(DATA IN THIS EXERCISE begins)

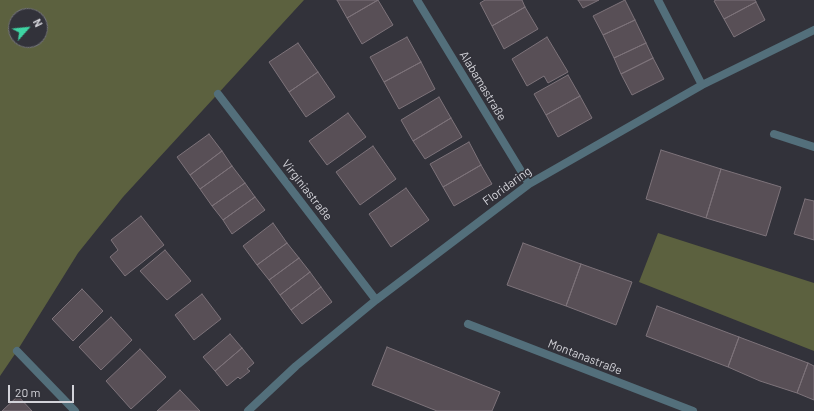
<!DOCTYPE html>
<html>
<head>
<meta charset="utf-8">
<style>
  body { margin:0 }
  #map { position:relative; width:814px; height:411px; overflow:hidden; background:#32323a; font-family:Barlow,sans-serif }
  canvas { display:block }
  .north { position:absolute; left:8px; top:8px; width:40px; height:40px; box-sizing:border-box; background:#32323a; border:1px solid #72727a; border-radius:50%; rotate:63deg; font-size:11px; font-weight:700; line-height:16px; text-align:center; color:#d3d3d9 }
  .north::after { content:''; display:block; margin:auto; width:14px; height:18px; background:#3ed4a3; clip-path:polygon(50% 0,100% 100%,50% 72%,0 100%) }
  .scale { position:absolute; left:8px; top:385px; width:66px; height:18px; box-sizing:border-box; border:2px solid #d3d3d9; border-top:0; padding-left:5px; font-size:12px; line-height:14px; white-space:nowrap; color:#d3d3d9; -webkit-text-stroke:3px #32323a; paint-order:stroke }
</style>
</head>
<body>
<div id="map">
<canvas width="814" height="411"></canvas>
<div class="north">N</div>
<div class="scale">20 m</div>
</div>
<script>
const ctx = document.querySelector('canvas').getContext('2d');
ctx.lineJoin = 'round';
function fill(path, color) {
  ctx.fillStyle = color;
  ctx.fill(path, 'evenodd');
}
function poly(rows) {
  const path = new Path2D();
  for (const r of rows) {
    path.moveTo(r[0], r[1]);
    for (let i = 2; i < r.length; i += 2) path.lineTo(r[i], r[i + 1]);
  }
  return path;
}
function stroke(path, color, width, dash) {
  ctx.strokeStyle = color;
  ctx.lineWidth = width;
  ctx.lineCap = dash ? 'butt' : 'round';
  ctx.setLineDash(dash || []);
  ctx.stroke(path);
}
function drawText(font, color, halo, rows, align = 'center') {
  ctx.font = font + ' Barlow,sans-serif';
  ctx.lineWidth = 3.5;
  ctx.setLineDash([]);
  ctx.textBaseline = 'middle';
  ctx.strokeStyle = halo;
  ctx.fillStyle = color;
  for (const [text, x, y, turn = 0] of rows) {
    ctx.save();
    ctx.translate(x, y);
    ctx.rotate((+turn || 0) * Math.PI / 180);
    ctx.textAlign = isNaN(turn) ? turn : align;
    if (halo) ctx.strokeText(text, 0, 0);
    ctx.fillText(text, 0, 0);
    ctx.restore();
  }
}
fill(poly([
  [0,0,304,0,123,197,78,253,17,351,0,376],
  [16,16,40,16,40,40,16,40],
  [658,233,814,283,814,351,639,282]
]), '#5c613f');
const building = poly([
  [337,0,378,0,347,18,337,0],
  [378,0,393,25,362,44,347,18,378,0],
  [485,0,522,0,525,7,492,26,480,3,485,0],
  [578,0,599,0,583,8,578,0],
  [625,0,635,20,603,35,593,16,625,0],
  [716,0,755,0,756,2,724,19,714,1,716,0],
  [756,2,765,20,734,37,724,19,756,2],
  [525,7,538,29,504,49,492,26,525,7],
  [635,20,646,43,614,58,603,35,635,20],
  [407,37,421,62,384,82,370,57,407,37],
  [547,37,568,72,548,83,544,76,527,86,512,59,547,37],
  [298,43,318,72,289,92,269,62,298,43],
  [646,43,653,58,621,74,614,58,646,43],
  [653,58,664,79,632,95,621,74,653,58],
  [421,62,435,89,399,109,384,82,421,62],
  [318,72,335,97,306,117,289,92,318,72],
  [568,75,580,96,546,115,534,94,568,75],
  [580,96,592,118,558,137,546,115,580,96],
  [439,97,451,118,413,141,401,120,439,97],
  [348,113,366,137,327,165,309,141,348,113],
  [451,118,462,137,425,159,413,141,451,118],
  [209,134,222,151,190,175,177,157,209,134],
  [469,142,481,165,443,187,430,164,469,142],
  [373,146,396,179,360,205,336,172,373,146],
  [661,150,721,169,706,218,646,199,661,150],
  [222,151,232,166,200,189,190,175,222,151],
  [481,165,492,184,454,206,443,187,481,165],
  [232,166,245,183,212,206,200,189,232,166],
  [721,169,781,187,766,236,706,218,721,169],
  [245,183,255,197,223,220,212,206,245,183],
  [406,188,429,220,391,247,369,214,406,188],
  [255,197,265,210,232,234,223,220,255,197],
  [805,199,814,201,814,240,794,234,805,199],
  [141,216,164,245,125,276,110,257,118,250,111,240,141,216],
  [273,223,287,243,257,265,243,246,273,223],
  [287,243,299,258,269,280,257,265,287,243],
  [523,243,581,264,566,306,507,285,523,243],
  [165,250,191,281,167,300,140,271,165,250],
  [299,258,310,272,280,295,269,280,299,258],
  [581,264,632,282,616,325,566,306,581,264],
  [310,272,321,287,291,310,280,295,310,272],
  [321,287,332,302,302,324,291,310,321,287],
  [82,289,103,311,73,341,52,319,82,289],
  [202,294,221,319,194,340,175,315,202,294],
  [657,306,739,337,728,367,646,336,657,306],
  [111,317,132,340,101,370,79,347,111,317],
  [230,334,242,348,215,371,203,357,230,334],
  [739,337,808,363,797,393,760,381,728,367,739,337],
  [387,347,500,392,492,411,437,411,372,385,387,347],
  [242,348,254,363,247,369,250,371,240,379,238,377,227,386,215,371,242,348],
  [140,349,166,377,131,409,106,381,140,349],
  [808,363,814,366,814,400,797,393,808,363],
  [180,390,200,411,157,411,180,390],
  [18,396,32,411,2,411,18,396]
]);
fill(building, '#584f56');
stroke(building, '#7d737a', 1);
stroke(poly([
  [417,0,529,184],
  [658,0,702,85],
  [218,94,376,300],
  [774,134,814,147],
  [468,324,693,411],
  [17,351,75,411],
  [248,411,296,366,376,300,529,184,702,85,814,30]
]), '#536f7b', 8);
drawText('12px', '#d3d3d9', '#32323a', [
  ["Alabamastraße",483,86,59],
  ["Floridaring",507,186,-36],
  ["Virginiastraße",307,190,52],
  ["Montanastraße",585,357,21]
]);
</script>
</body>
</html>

(DATA IN THIS EXERCISE ends)

* [ACTIVITY] Scan the records above for the lines holding "function fill(path, color)" and "ctx.textBaseline = 'middle';". Transcribe those two and every line between them word for word, and no others.

* [RESPONSE BELOW]
function fill(path, color) {
  ctx.fillStyle = color;
  ctx.fill(path, 'evenodd');
}
function poly(rows) {
  const path = new Path2D();
  for (const r of rows) {
    path.moveTo(r[0], r[1]);
    for (let i = 2; i < r.length; i += 2) path.lineTo(r[i], r[i + 1]);
  }
  return path;
}
function stroke(path, color, width, dash) {
  ctx.strokeStyle = color;
  ctx.lineWidth = width;
  ctx.lineCap = dash ? 'butt' : 'round';
  ctx.setLineDash(dash || []);
  ctx.stroke(path);
}
function drawText(font, color, halo, rows, align = 'center') {
  ctx.font = font + ' Barlow,sans-serif';
  ctx.lineWidth = 3.5;
  ctx.setLineDash([]);
  ctx.textBaseline = 'middle';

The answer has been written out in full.